In July 2015, Dr. Sofka and her colleagues launched a universal well-being assessment program for the IM residents at WVU. The program leaders automatically scheduled first- and second-year residents for a visit to the faculty staff assistance program counselors. The visits were not mandatory, and residents could choose not to go; but if they did go, they received the entire day of their visit off from work.
Five and a half years after launching their program, Dr. Sofka and her colleagues conducted one of the first studies of the efficacy of an opt-out approach for resident mental wellness. They found that , suggesting that residents were seeking help proactively after having to at least consider it.
Opt-out counseling is a recent concept in residency programs – one that’s attracting interest from training programs across the country. Brown University, Providence, R.I.; the University of Colorado at Denver, Aurora; University of Pennsylvania, Philadelphia; and the University of California, San Francisco have at least one residency program that uses the approach.
Lisa Meeks, PhD, an assistant professor of family medicine at Michigan Medicine, in Ann Arbor, and other experts also believe opt-out counseling could decrease stigma and help normalize seeking care for mental health problems in the medical community while lowering the barriers for trainees who need help.
No time, no access, plenty of stigma
Burnout and mental health are known to be major concerns for health care workers, especially trainees. College graduates starting medical education have lower rates of burnout and depression, compared with demographically matched peers; however, once they’ve started training, medical students, residents, and fellows are more likely to be burned out and exhibit symptoms of depression. The ongoing COVID-19 pandemic is further fraying the well-being of overworked and traumatized health care professionals, and experts predict a mental health crisis will follow the viral crisis.
The Accreditation Council for Graduate Medical Education recently mandated that programs offer wellness services to trainees.
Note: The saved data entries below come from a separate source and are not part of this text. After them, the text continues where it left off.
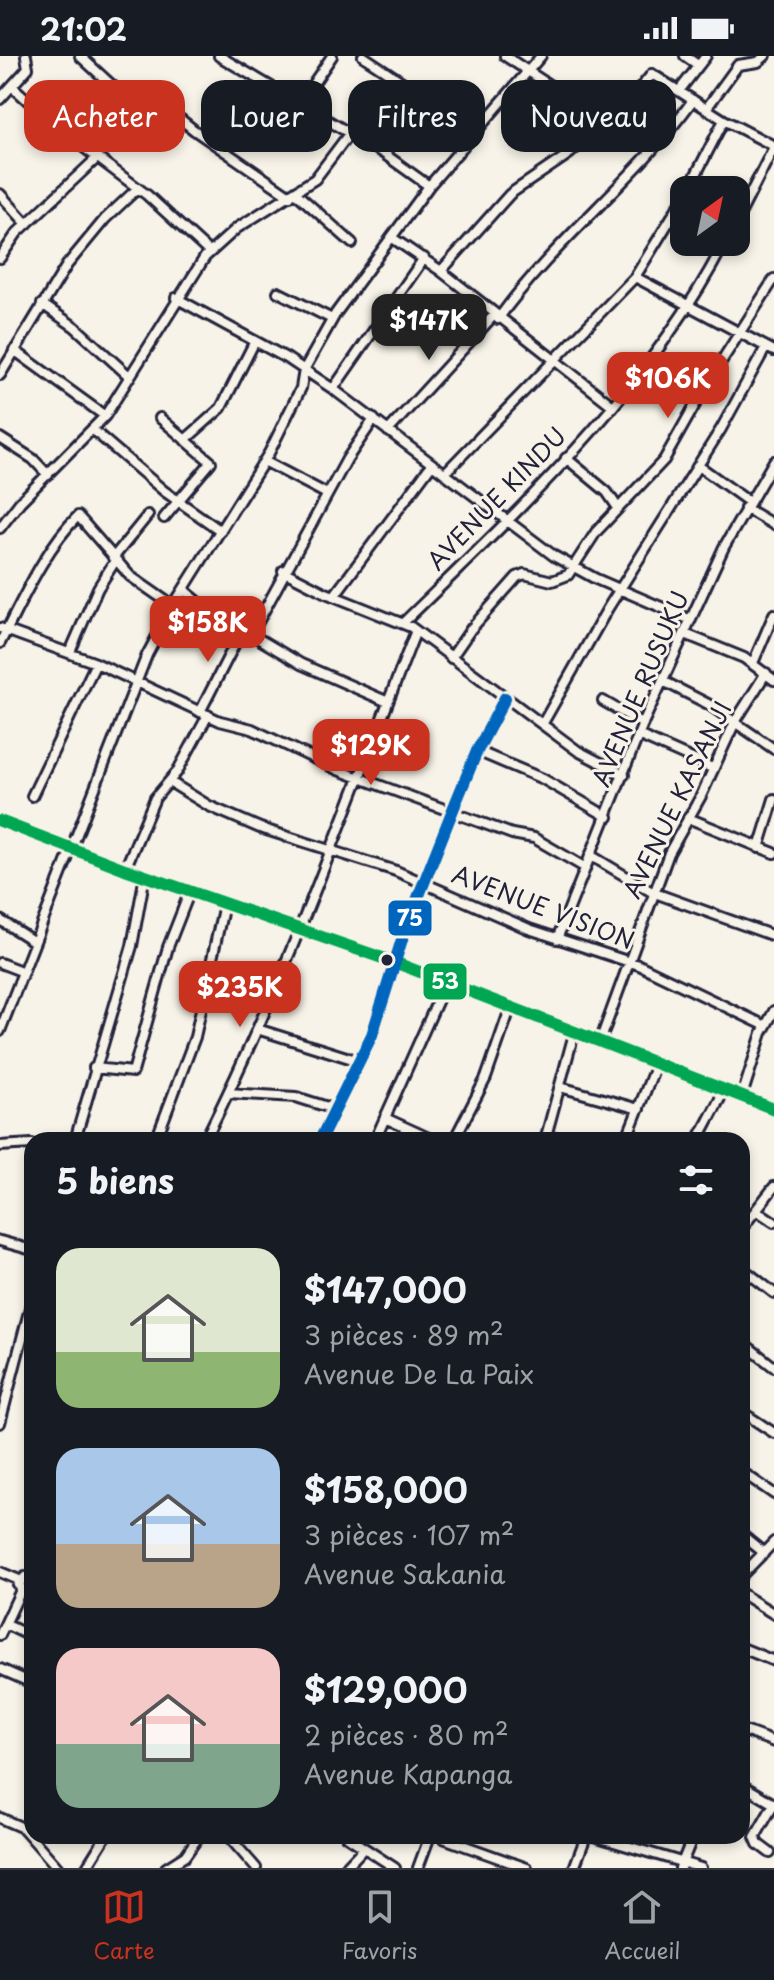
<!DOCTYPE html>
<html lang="fr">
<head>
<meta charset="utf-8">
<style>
	body { margin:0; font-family:"Playpen Sans",sans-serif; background:#242831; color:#f1f3f6; height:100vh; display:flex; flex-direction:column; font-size:30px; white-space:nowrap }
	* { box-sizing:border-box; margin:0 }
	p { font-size:26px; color:#9ea1a6 }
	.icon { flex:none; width:44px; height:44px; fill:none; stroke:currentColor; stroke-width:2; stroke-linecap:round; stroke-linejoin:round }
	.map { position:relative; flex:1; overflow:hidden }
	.side { position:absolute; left:24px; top:1076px; width:726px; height:712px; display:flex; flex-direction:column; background:#171b24; border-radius:24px; box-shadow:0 4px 12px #0003 }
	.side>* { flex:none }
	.top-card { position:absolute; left:24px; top:24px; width:726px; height:72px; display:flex; gap:16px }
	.needle { width:52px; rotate:33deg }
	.buttons { position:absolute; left:670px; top:120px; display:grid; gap:16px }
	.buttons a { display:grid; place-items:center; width:80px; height:80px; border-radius:16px; background:#171b24; box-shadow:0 4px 12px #0003; font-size:40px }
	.price { position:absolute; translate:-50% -68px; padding:0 18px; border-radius:16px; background:#c8321e; color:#fff; font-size:26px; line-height:52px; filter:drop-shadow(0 2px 4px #0008) }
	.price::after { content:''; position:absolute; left:50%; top:48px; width:24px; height:18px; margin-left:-12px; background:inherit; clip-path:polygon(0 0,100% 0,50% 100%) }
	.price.current { background:#222; color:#fff }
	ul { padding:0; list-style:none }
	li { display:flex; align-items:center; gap:24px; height:200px; padding:0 32px }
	li span { display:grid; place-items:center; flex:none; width:224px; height:160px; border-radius:24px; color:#555 }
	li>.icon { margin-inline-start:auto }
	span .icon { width:96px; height:96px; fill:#fffc; stroke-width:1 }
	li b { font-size:34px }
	h2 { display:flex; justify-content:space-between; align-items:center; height:96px; padding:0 32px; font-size:34px }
	.pill { padding:0 28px; border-radius:24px; background:#171b24; box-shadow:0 4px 12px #0003; font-size:28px; line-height:72px }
	.pill.current { background:#c8321e; color:#fff }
	.status { display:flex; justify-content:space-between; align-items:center; height:56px; padding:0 40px; background:#171b24; direction:ltr }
	.status svg { height:22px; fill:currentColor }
	.menu { display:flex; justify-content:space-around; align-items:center; height:112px; border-top:2px solid #363941; background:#171b24; font-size:22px; color:#9ea1a6 }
	.menu a { display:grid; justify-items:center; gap:4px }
	.menu .current { color:#c8321e }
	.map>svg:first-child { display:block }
</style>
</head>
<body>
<div class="status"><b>21:02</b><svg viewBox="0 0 49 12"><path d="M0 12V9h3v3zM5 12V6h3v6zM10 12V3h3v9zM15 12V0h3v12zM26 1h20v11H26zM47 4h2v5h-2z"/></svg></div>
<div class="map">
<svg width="774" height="1812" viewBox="0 0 774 1812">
	<rect width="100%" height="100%" fill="#f7f3e8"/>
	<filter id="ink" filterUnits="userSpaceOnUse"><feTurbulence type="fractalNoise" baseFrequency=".0125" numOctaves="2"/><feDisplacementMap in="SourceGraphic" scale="16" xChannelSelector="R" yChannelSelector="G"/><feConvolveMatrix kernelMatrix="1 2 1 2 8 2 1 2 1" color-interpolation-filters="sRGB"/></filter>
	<g filter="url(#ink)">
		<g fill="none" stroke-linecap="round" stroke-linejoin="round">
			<g stroke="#22223b" stroke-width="14">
				<path id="minor" d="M80,0L130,46L136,48L149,38L194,74L290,140
					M219,0L383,97L429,130
					M363,0L437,49L473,81
					M505,0L566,40L600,70
					M685,0L698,9
					M13,31L58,72L147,139L209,196
					M679,35L706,0
					M0,43L28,12L26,0
					M300,47L332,0
					M706,53L738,9L758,6L765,0
					M688,134L724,64
					M296,137L352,187
					M0,138L27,168
					M736,166L774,91
					M394,183L441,215L613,350
					M0,202L17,177L97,102
					M441,215L510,138L569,98L627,48L652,18L724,64L774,90
					M635,221L774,295
					M278,236L332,263
					M176,242L288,303L333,333L554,500L596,523L691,564
					M42,248L75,271L129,320
					M498,263C556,183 635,124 693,44
					M14,294L105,360
					M0,319L67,209L105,163L138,132
					M333,333L424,202
					M160,362L211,406L164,462
					M93,374L164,435L221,475
					M388,375L494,259
					M0,382L33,403L48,419
					M185,384L221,352L255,285
					M566,402L607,436L618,452
					M264,405L327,438
					M699,410L749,446
					M445,417L635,221L684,141
					M745,452L774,469
					M0,472L20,446L105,360L205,201L237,172L315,123L349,78
					M113,502L148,459
					M283,515L326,537L411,571L578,695L624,719
					M184,534L202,549L301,608L388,646
					M334,540L432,408
					M403,567C521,452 649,334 725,186
					M0,572L96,607L220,665L252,673L338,714L512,778L534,782L584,811
					M252,577L347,403L374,363
					M685,578L744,602L774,624
					M0,587C21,547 45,492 78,460L130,520L173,550
					M70,596L98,532L115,505
					M451,602L471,573L517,521L524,518L552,525L568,519L596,476L664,404L705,331L774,223
					M753,607L774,558
					M663,625L708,648L774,693
					M603,645L643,668
					M200,656L243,572
					M543,667L608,552L721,373L766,291
					M638,679L712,712
					M477,695L543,723L608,761
					M170,726L209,750L260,772L396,815L529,873L639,909L766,970
					M32,740L96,607
					M688,762L774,797
					M0,765L125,813L394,906L774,1053
					M759,792L774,743
					M590,799L652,836L774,880
					M125,813L155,742L177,716L208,659
					M0,864L33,885
					M557,883L644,665L724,491L774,405
					M0,907L21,915
					M205,930L270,940
					M257,973L359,1005
					M0,975L147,599L173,550L269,397L301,332L304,314L336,257L429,130L541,0
					M601,983L669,797L701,740L735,666L766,617
					M94,1012L133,1016L168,891L190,835
					M560,1031L639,1053
					M228,1037L296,1041L334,1053
					M742,1040L762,977L774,955
					M385,1062L433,1084
					M547,1080L563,1084
					M75,1084L132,890L145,819
					M156,1084L195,981L224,848
					M205,1084C287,921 348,747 415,577
					M320,1084L372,979L404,877L452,756L477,695L505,642
					M375,1084L446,926
					M454,1084L486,1022L511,950
					M545,1084L575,974
					M626,1084L657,1006
					M698,1084L725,1033
					M0,1090L32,1088
					M756,1154L774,1166
					M742,1172L774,1131
					M0,1185L32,1194
					M742,1212L774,1237
					M742,1286L774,1311
					M742,1356L774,1377
					M0,1367L32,1244
					M742,1416L774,1438
					M742,1479L764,1497
					M0,1516L19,1524
					M742,1519L774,1486
					M32,1529L25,1535L18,1529L25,1521L32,1529
					M742,1538L774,1558
					M5,1568L32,1581
					M0,1579L21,1534
					M742,1592L774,1605
					M0,1613L32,1627
					M742,1674L774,1686
					M742,1729L774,1748
					M0,1762L23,1772L58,1812
					M228,1780L256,1812
					M346,1780L395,1812
					M594,1780L701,1812
					M443,1782L527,1812
					M770,1797L758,1788L755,1781L774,1748
					M86,1812L106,1780
					M166,1812L185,1800L199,1780
					M345,1812L364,1792
					M418,1812L428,1785
					M574,1812L586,1780
					M680,1812L693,1780"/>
			</g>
			<use href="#minor" stroke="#f7f3e8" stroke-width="8"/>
			<g stroke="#f7f3e8" stroke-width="18">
				<path id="bus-1" d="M0,765L125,813L394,906L774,1053"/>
			</g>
			<g stroke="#f7f3e8" stroke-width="18">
				<path id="bus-2" d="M320,1084L372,979L404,877L452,756L477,695L505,642"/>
			</g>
			<use href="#bus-1" stroke="#00a651" stroke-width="12"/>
			<use href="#bus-2" stroke="#0065bd" stroke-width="12"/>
		</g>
	</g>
	<circle fill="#22223b" stroke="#f7f3e8" stroke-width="3" cx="387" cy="904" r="7"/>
	<g text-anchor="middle" stroke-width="6" stroke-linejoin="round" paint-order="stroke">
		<g font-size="24" fill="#22223b" stroke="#f7f3e8">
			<text transform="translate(497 443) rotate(-46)" y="8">AVENUE KINDU</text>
			<text transform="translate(641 633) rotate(-67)" y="8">AVENUE RUSUKU</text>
			<text transform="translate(678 744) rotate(-64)" y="8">AVENUE KASANJI</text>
			<text transform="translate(543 852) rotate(21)" y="8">AVENUE VISION</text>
		</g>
	</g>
	<g stroke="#f7f3e8" stroke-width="3">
		<rect x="387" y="843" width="46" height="38" rx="8" fill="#0065bd"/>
		<rect x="422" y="906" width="46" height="39" rx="8" fill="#00a651"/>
	</g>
	<g font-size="22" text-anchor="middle" font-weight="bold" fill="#fff">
		<text x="410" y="870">75</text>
		<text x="445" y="933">53</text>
	</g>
</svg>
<div class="buttons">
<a><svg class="needle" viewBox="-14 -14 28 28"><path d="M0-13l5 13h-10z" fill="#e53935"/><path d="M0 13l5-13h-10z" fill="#9ea1a6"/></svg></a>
</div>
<b class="price current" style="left:429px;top:306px">$147K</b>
<b class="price" style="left:668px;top:364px">$106K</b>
<b class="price" style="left:208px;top:608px">$158K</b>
<b class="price" style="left:371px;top:731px">$129K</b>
<b class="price" style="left:240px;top:973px">$235K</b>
<div class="top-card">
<a class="pill current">Acheter</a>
<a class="pill">Louer</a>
<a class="pill">Filtres</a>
<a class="pill">Nouveau</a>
</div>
<section class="side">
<h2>5 biens<svg class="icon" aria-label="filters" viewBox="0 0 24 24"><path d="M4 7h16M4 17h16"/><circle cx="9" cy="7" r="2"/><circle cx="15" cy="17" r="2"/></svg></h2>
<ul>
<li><span style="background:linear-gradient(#dfe7d0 65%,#8fb573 0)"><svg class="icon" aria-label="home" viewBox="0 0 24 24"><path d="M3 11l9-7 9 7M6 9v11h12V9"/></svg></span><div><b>$147,000</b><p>3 pièces · 89 m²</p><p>Avenue De La Paix</p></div></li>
<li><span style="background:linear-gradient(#a9c7e8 60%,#b9a48a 0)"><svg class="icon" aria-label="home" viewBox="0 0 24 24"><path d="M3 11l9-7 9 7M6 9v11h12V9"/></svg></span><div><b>$158,000</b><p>3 pièces · 107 m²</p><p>Avenue Sakania</p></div></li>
<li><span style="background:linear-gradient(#f6c9c9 60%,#7fa58c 0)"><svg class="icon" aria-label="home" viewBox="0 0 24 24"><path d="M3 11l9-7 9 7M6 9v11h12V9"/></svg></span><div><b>$129,000</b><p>2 pièces · 80 m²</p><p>Avenue Kapanga</p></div></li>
</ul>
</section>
</div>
<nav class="menu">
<a class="current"><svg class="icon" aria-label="map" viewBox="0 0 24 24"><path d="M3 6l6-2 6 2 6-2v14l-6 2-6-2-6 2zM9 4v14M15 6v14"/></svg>Carte</a>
<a><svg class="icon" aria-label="saved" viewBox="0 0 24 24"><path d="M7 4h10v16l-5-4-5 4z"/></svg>Favoris</a>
<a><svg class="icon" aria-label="home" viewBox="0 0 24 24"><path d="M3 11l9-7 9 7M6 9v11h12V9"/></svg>Accueil</a>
</nav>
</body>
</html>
Yet this doesn’t mean they are always used; well-known barriers stand between residents, medical students, and physicians and their receiving effective mental health treatment.
Two of the most obvious are access and time, given the grueling and often inflexible schedules of most trainees, says Jessica Gold, MD, a psychiatrist at Washington University, St. Louis, who specializes in treating medical professionals. Dr. Gold also points out that, to be done correctly, these programs require institutional support and investment – resources that aren’t always adequate.
“A lack of transparency and clear messaging around what is available, who provides the services, and how to access these services can be a major barrier,” says Erene Stergiopoulos, MD, a second-year psychiatry resident at the University of Toronto. In addition, there can be considerable lag between when a resident realizes they need help and when they manage to find a provider and schedule an appointment, says Dr. Meeks.
Even when these logistical barriers are overcome, trainees and physicians have to contend with the persistent stigma associated with mental health treatment in the culture of medicine, says Dr. Gold. A recent survey by the American College of Emergency Physicians found that 73% of surveyed physicians feel there is stigma in their workplace about seeking mental health treatment. Many state medical licensing boards still require physicians to disclose mental health treatment, which discourages many trainees and providers from seeking proactive care, says Mary Moffit, PhD, associate professor of psychiatry and director of the resident and faculty wellness program at Oregon Health & Science University, Portland.